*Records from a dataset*
= Beginning of Section =
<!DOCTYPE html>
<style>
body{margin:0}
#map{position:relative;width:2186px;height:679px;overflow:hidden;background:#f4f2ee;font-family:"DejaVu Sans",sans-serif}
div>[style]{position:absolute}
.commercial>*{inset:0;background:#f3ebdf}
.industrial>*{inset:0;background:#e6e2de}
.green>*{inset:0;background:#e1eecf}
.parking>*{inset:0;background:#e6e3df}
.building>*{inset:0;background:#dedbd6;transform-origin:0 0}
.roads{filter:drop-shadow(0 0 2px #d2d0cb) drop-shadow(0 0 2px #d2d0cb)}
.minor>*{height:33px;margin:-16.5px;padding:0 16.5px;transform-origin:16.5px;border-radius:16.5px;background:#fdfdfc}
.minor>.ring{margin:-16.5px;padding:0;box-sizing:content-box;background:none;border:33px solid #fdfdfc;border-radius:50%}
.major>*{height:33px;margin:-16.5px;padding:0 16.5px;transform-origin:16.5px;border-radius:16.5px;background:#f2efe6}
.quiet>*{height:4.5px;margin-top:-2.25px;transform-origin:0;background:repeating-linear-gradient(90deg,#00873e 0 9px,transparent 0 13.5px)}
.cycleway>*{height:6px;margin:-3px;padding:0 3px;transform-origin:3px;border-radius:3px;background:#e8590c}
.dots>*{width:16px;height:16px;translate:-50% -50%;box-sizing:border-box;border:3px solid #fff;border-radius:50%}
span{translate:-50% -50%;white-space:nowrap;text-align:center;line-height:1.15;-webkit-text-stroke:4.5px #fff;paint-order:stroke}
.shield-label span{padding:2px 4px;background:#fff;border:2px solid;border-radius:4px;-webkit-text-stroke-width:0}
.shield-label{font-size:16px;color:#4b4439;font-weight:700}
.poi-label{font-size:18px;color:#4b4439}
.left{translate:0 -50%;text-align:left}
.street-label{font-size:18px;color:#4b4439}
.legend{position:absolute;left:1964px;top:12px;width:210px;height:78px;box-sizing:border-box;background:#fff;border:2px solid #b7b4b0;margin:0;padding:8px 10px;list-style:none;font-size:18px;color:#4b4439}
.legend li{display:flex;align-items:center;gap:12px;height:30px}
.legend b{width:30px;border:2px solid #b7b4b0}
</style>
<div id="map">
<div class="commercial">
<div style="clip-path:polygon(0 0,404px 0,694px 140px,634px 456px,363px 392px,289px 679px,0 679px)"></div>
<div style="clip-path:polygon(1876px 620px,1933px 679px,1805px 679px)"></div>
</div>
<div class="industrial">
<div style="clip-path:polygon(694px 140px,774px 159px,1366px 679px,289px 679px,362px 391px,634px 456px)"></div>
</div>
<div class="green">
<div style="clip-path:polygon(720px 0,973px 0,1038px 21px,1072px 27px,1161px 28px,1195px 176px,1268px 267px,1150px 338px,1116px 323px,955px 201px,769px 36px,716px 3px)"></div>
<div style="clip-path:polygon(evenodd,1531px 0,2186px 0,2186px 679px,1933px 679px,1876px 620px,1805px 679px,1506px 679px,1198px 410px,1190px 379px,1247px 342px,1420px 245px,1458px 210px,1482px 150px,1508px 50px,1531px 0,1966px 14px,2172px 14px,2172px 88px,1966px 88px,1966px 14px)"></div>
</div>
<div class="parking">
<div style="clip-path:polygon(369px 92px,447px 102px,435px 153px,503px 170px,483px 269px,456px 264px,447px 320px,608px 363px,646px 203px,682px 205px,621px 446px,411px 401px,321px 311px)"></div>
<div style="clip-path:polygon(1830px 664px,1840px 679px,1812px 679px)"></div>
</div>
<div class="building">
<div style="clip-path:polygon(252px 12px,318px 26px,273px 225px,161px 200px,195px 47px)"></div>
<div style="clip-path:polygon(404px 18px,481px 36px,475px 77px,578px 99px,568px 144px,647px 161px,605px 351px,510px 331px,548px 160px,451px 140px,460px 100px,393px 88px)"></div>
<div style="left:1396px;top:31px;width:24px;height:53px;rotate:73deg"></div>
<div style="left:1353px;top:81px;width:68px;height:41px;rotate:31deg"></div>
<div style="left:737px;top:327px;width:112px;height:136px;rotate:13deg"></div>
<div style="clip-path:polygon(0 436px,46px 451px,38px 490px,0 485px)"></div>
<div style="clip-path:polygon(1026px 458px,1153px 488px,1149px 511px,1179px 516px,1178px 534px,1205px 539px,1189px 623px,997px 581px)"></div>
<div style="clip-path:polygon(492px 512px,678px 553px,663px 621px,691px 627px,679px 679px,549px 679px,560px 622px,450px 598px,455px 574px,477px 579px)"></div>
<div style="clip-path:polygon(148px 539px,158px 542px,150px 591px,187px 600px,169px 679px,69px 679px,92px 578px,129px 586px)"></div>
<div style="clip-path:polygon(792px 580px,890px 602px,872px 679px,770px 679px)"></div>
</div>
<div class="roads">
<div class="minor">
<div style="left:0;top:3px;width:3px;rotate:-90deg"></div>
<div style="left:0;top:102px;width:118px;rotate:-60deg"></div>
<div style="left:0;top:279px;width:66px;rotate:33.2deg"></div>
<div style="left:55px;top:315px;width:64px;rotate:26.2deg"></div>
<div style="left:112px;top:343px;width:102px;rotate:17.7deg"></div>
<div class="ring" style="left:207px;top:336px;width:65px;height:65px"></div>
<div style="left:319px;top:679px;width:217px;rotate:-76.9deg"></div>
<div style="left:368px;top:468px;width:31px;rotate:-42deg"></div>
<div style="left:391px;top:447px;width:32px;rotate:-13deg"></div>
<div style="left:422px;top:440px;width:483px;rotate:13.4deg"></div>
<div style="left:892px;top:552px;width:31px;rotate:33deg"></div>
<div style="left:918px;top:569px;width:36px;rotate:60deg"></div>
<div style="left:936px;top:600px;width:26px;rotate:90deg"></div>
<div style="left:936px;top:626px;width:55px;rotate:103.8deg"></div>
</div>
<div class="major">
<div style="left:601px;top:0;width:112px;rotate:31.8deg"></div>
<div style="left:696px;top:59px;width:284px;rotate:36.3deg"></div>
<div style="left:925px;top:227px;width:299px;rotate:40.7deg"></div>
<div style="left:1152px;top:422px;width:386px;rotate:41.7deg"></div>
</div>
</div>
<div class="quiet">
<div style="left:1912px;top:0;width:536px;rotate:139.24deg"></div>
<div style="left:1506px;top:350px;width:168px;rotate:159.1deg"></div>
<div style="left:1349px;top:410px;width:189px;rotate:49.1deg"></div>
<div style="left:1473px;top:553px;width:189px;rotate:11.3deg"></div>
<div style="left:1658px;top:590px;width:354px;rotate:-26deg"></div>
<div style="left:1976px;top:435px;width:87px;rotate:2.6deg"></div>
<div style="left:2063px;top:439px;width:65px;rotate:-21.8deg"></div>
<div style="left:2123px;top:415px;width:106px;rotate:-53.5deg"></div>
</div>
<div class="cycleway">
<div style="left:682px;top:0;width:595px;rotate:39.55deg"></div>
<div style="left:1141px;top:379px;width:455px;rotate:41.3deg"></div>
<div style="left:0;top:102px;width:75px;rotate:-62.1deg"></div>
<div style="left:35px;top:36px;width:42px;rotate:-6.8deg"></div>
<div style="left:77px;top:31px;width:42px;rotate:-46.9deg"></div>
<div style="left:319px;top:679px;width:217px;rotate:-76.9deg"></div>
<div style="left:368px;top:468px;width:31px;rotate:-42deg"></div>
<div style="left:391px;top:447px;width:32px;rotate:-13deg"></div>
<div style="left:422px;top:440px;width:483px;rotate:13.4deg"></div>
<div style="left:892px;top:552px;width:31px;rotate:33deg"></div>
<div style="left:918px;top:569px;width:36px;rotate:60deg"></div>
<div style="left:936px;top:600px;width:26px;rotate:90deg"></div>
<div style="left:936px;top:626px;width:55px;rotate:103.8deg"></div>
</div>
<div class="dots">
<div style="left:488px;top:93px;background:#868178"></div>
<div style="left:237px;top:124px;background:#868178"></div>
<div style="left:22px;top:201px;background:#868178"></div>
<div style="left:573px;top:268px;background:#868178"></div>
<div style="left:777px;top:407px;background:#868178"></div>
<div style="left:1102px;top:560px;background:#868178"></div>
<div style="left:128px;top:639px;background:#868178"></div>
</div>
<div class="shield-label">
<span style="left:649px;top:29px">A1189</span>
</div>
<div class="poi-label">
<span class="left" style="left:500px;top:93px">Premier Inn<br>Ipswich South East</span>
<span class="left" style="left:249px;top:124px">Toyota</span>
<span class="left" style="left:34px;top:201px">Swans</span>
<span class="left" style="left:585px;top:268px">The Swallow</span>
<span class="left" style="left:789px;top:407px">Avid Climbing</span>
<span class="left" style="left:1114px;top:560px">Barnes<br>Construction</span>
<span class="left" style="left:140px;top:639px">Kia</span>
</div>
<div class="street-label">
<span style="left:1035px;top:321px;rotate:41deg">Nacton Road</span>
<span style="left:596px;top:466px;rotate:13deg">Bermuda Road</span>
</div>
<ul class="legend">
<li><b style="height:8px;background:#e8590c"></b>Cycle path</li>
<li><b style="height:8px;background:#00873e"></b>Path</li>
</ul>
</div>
= End of Section =
*Task description*
Where does the string "radius" appear in the records above? Show every line that holds it.

*The answer*
.minor>*{height:33px;margin:-16.5px;padding:0 16.5px;transform-origin:16.5px;border-radius:16.5px;background:#fdfdfc}
.minor>.ring{margin:-16.5px;padding:0;box-sizing:content-box;background:none;border:33px solid #fdfdfc;border-radius:50%}
.major>*{height:33px;margin:-16.5px;padding:0 16.5px;transform-origin:16.5px;border-radius:16.5px;background:#f2efe6}
.cycleway>*{height:6px;margin:-3px;padding:0 3px;transform-origin:3px;border-radius:3px;background:#e8590c}
.dots>*{width:16px;height:16px;translate:-50% -50%;box-sizing:border-box;border:3px solid #fff;border-radius:50%}
.shield-label span{padding:2px 4px;background:#fff;border:2px solid;border-radius:4px;-webkit-text-stroke-width:0}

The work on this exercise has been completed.